U Student Details On-Campus Antisemitism

Elise Long thought that, maybe, going to class at the University of Minnesota would give her some respite from the awfulness she watched unfold in the hours after Israel was attacked by Hamas on Oct. 7. In her first class, it quickly became clear that wasn’t going to be the case.


“I had a professor that asked about the news, so I brought up the attack and how I was feeling,” said Long. “The professor went on to claim that Hamas was a political group, not a terrorist organization – despite my attempts to correct him. He then went on to say that everything was a culmination of Israeli policies of the last 60 years, and the British.

“I knew that Hamas was going to try and break us down to our core, so I expected hate. That hate came so much quicker than I had anticipated, and from a source I wasn’t expecting.”

Long was one of the speakers at a Jewish and Ukrainian Solidarity event at the Barry Family Campus Thursday morning, organized by the Jewish Community Relations Council of Minnesota and the Dakotas and the MN Ukrainian American Advocacy Committee. She shared her experiences of antisemitism on campus at the University of Minnesota, from “Free Palestine” spray-painted outside of the Coffman Union, to other posters plastered on campus after the attack, including the genocidal slogan “From the river to the sea, Palestine will be free.”

Long also mentioned an open letter that professors and students signed that she said was anti-Zionist as well as antisemitic.

“I saw at least one former and one current professor on it,” she said. “The current professor was shocking to me. I thought she was supportive of me: I had talked to her these last weeks and she helped me. But seeing her name on there felt like a betrayal, and that my teachers hated people.”

Long, a junior, said that she was able to find some solace in going to Minnesota Hillel, even to just talk with staff and fellow students.

“There’s no perfect way to help everyone. It’s kind of like we’re all mourning in a way,” she said. “After what happened with the instructor. I just went right there. I feel like I work better just talking through trauma and stuff like this. I’m able to talk through emotions, and it’s a very safe space for all of us to just talk.”

After the incident with her professor, Long left the room in tears and called her mother, DeeDee.

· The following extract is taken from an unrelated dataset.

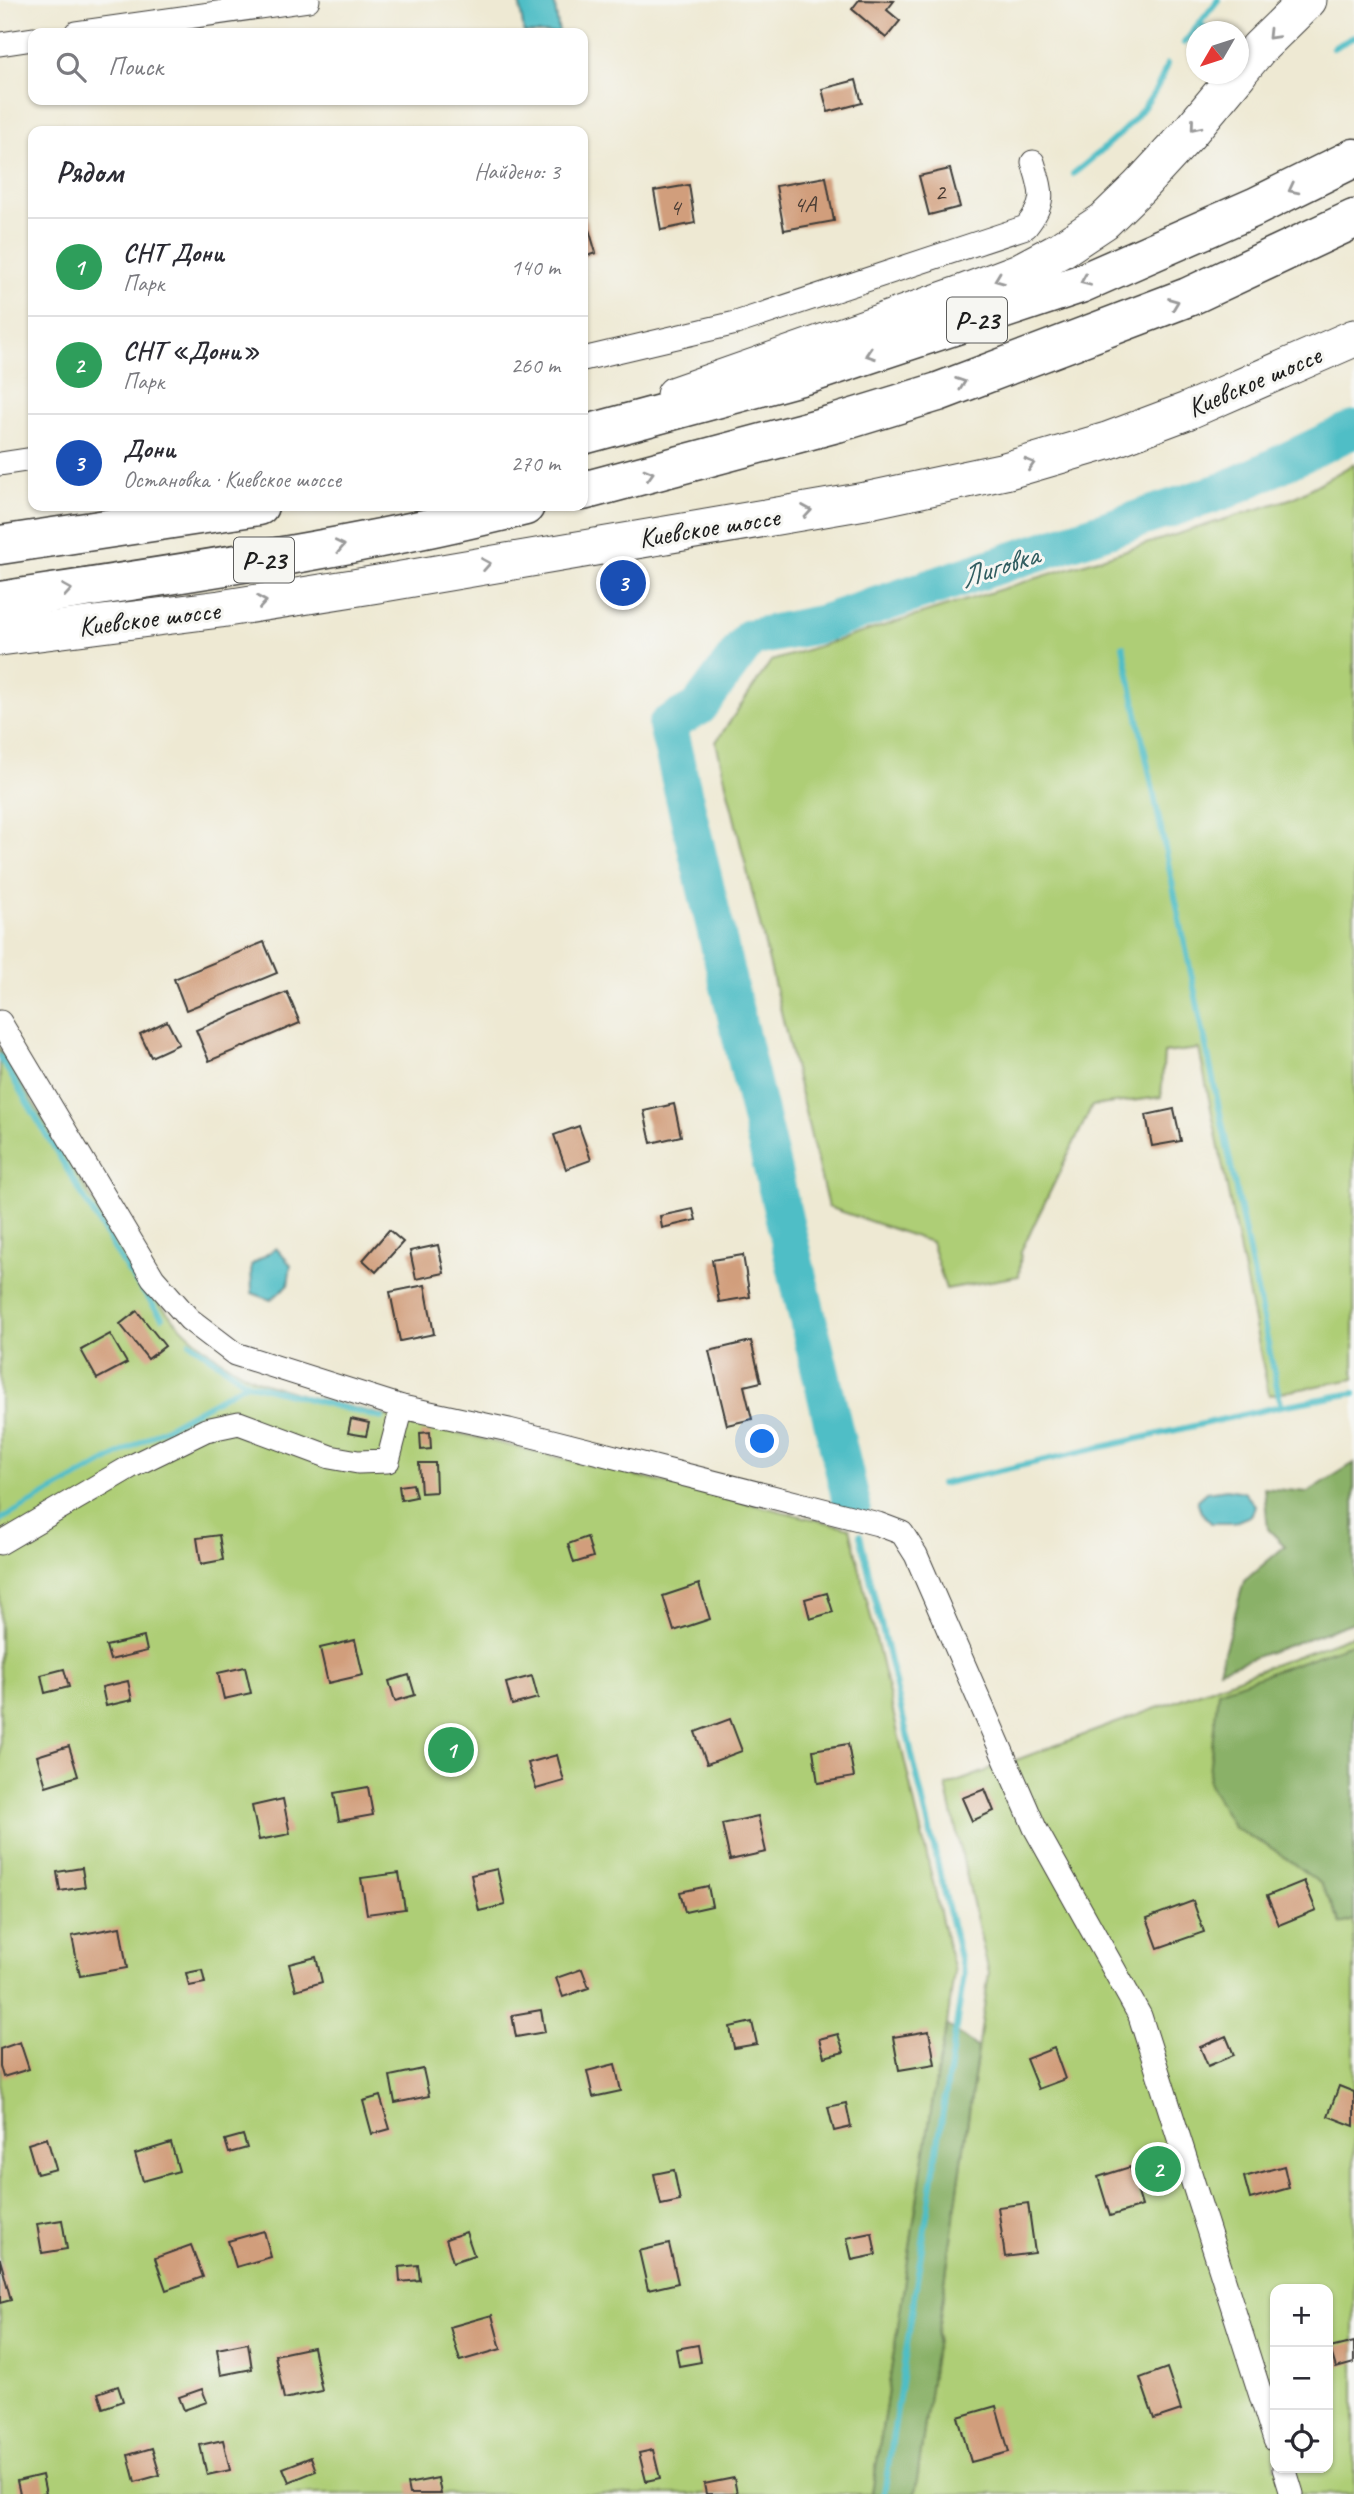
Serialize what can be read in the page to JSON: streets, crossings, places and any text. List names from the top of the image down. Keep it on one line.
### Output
{"streets":{"highway":["Р-23"],"main road":["Киевское шоссе"]},"water":["Лиговка"],"house_numbers":["2","4А","4"],"north":"bottom left","page":{"search":"Поиск","heading":["Рядом","Найдено: 3"],"list":[{"mark":"1","name":"СНТ Дони","note":"Парк","value":"140 m"},{"mark":"2","name":"СНТ «Дони»","note":"Парк","value":"260 m"},{"mark":"3","name":"Дони","note":"Остановка · Киевское шоссе","value":"270 m"}],"pins":["3","1","2"],"map_buttons":["+","−"]}}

Despite being close enough to her daughter from the Minneapolis suburb she calls home, it’s hard for DeeDee to watch her daughter go through this.

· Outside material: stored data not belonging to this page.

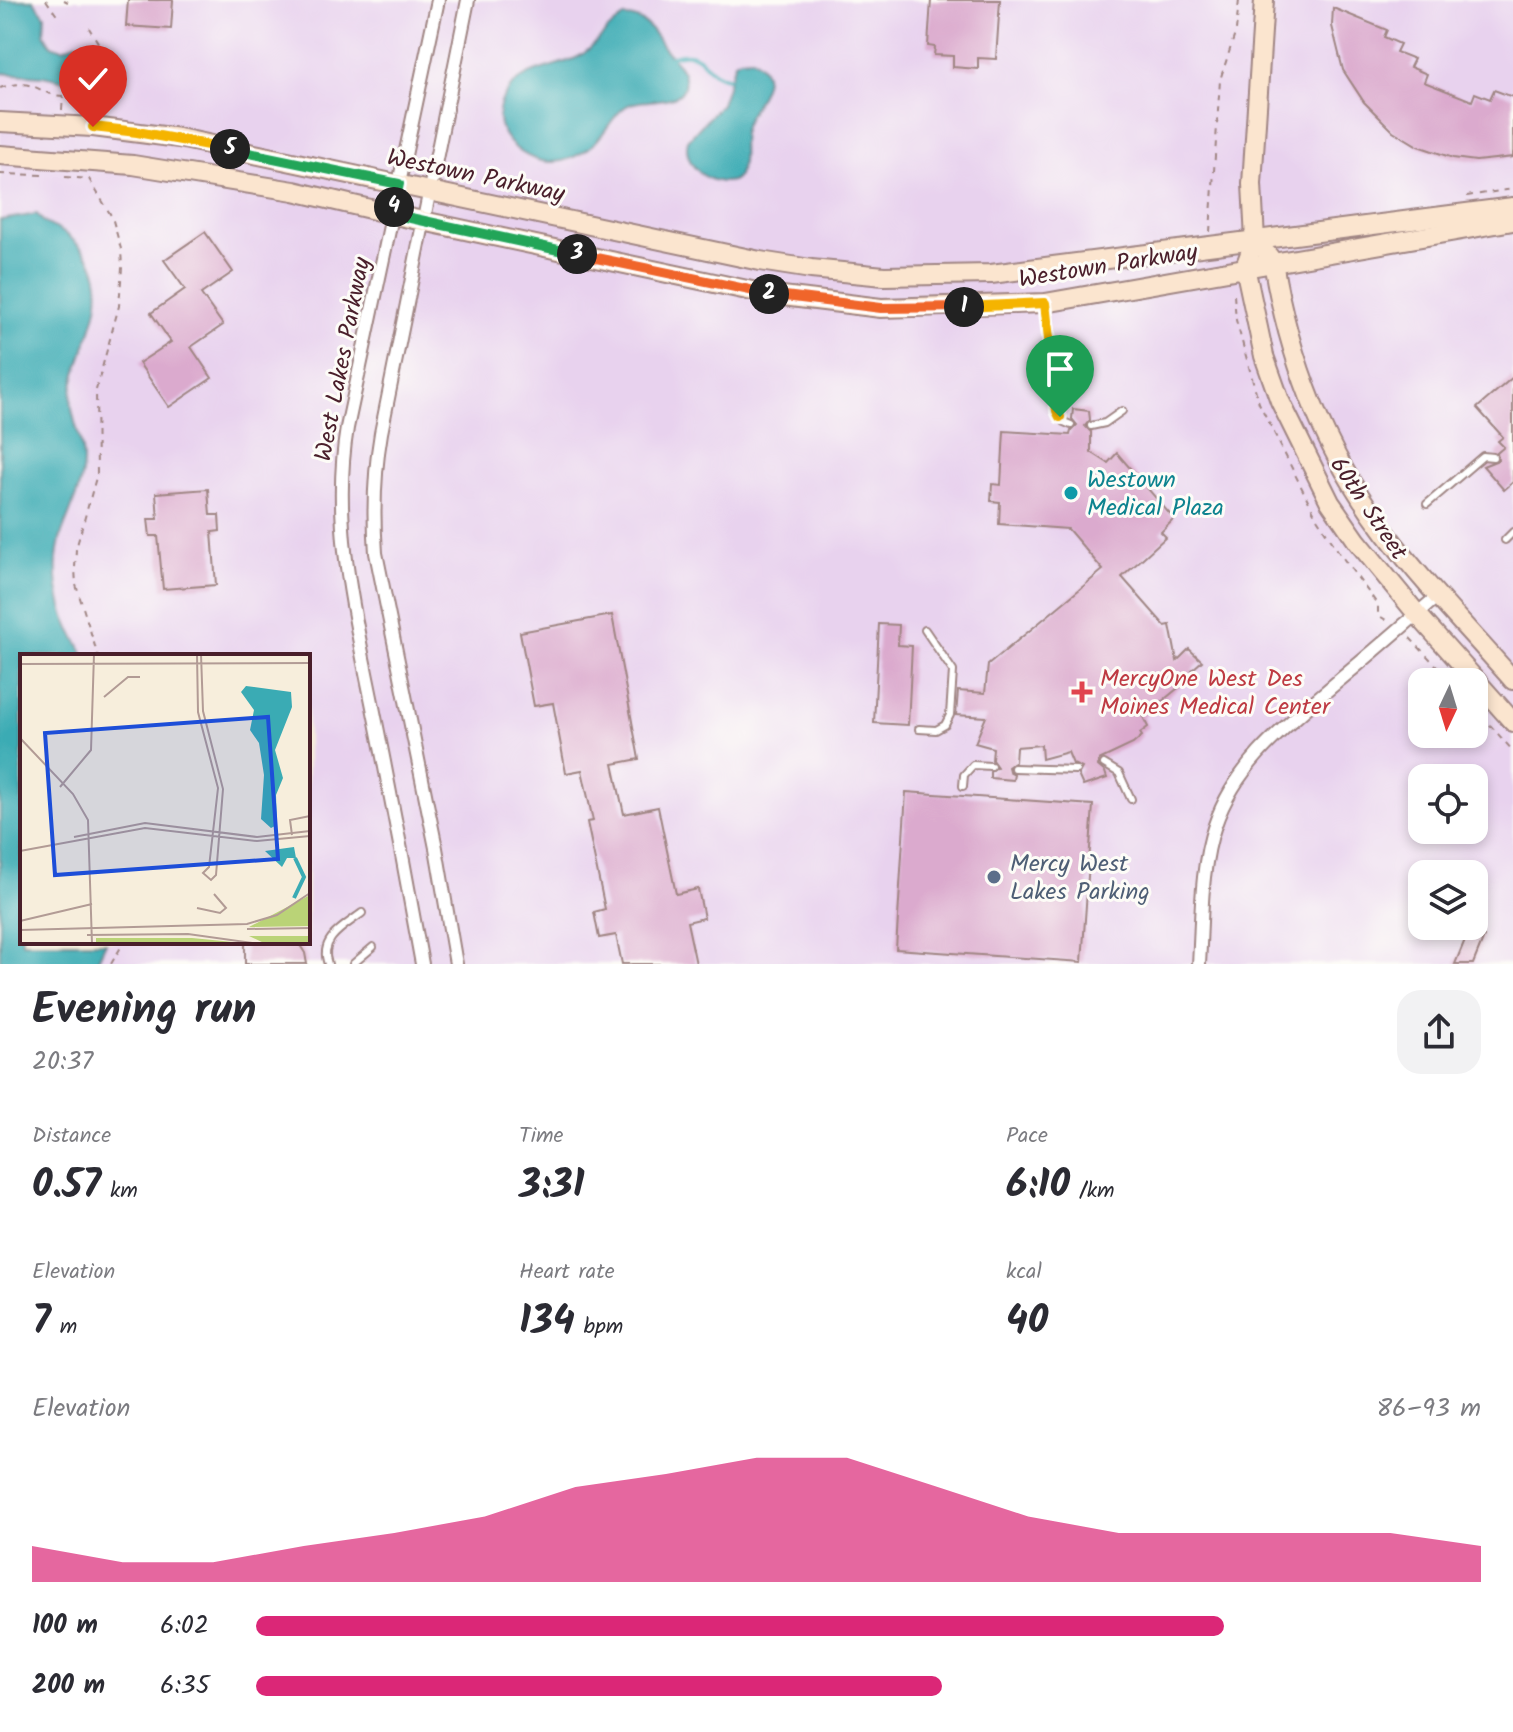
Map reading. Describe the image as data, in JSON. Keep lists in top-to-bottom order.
{
  "streets": {
    "street": ["Westown Parkway", "West Lakes Parkway", "60th Street"]
  },
  "crossings": [
    ["Westown Parkway", "West Lakes Parkway"],
    ["Westown Parkway", "60th Street"]
  ],
  "places": {
    "other": ["Westown Medical Plaza", "Mercy West Lakes Parking"],
    "health": ["MercyOne West Des Moines Medical Center"]
  },
  "north": "bottom",
  "page": {
    "pins": [
      "5",
      "4",
      "3",
      "2",
      "1"
    ],
    "heading": ["Evening run", "20:37"],
    "stats": [
      ["Distance", "0.57 km"],
      ["Time", "3:31"],
      ["Pace", "6:10 /km"],
      ["Elevation", "7 m"],
      ["Heart rate", "134 bpm"],
      ["kcal", "40"]
    ],
    "chart": ["Elevation", "86–93 m"],
    "list": [
      {
        "name": "100 m",
        "note": "6:02"
      },
      {
        "name": "200 m",
        "note": "6:35"
      }
    ]
  }
}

A poster reading "From the river to the sea, Palestine will be free" in a University of Minnesota class building. (Photo by Elise Long).

A poster reading “From the river to the sea, Palestine will be free” in a University of Minnesota class building. (Photo by Elise Long).

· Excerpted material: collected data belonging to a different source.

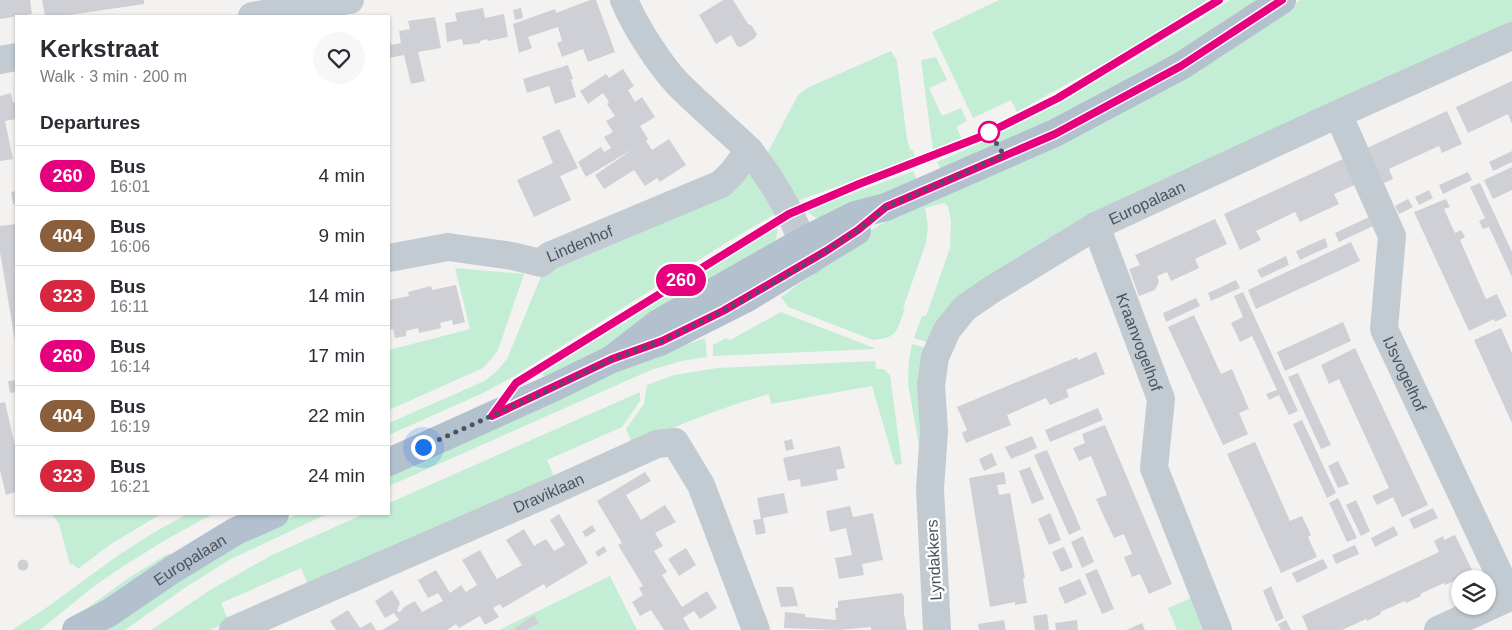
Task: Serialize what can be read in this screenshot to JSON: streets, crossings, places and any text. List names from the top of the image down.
{
  "streets": {
    "main road": ["Europalaan"],
    "street": [
      "Lindenhof",
      "Kraanvogelhof",
      "IJsvogelhof",
      "Draviklaan",
      "Lyndakkers"
    ]
  },
  "crossings": [
    ["Europalaan", "Kraanvogelhof"],
    ["Europalaan", "IJsvogelhof"],
    ["Europalaan", "Lyndakkers"]
  ],
  "lines": ["bus line 260"],
  "page": {
    "on_map": "260",
    "heading": [
      ["Kerkstraat", "Walk · 3 min · 200 m"],
      "Departures"
    ],
    "list": [
      {
        "mark": "260",
        "name": "Bus",
        "note": "16:01",
        "value": "4 min"
      },
      {
        "mark": "404",
        "name": "Bus",
        "note": "16:06",
        "value": "9 min"
      },
      {
        "mark": "323",
        "name": "Bus",
        "note": "16:11",
        "value": "14 min"
      },
      {
        "mark": "260",
        "name": "Bus",
        "note": "16:14",
        "value": "17 min"
      },
      {
        "mark": "404",
        "name": "Bus",
        "note": "16:19",
        "value": "22 min"
      },
      {
        "mark": "323",
        "name": "Bus",
        "note": "16:21",
        "value": "24 min"
      }
    ]
  }
}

“Like most Jews right now, I’m probably not handling it the best,” DeeDee said. “I worry about [Elise]. She knows she can call me anytime and, a lot of time she’ll call me and as she’s walking to class, she’ll use that time to get her feelings out and then she can go to class so she can focus.”

Adding to the stress of the moment is the fact that Elise’s sister, Lindsey, who was at the press conference to lend support, is going through the college application process. Watching some of the ways Jewish students have been targeted across the country is concerning.

“We have that end of it too, where some of the schools she wanted to apply to, she’s now thought, ‘I don’t think I feel safe,’” DeeDee said. “So I have kind of both sides of it here.”

One of the tools Long has come away with from the experience so far is that she isn’t alone.

“I have this knowledge that people are backing me, so I’m able to go to class,” said Elise, who keeps her phone at the ready to video anything that may happen. “But it is hard, and I do have to take deep breaths a lot, but [I] know I have a whole community behind me and that I can go to them and text them.”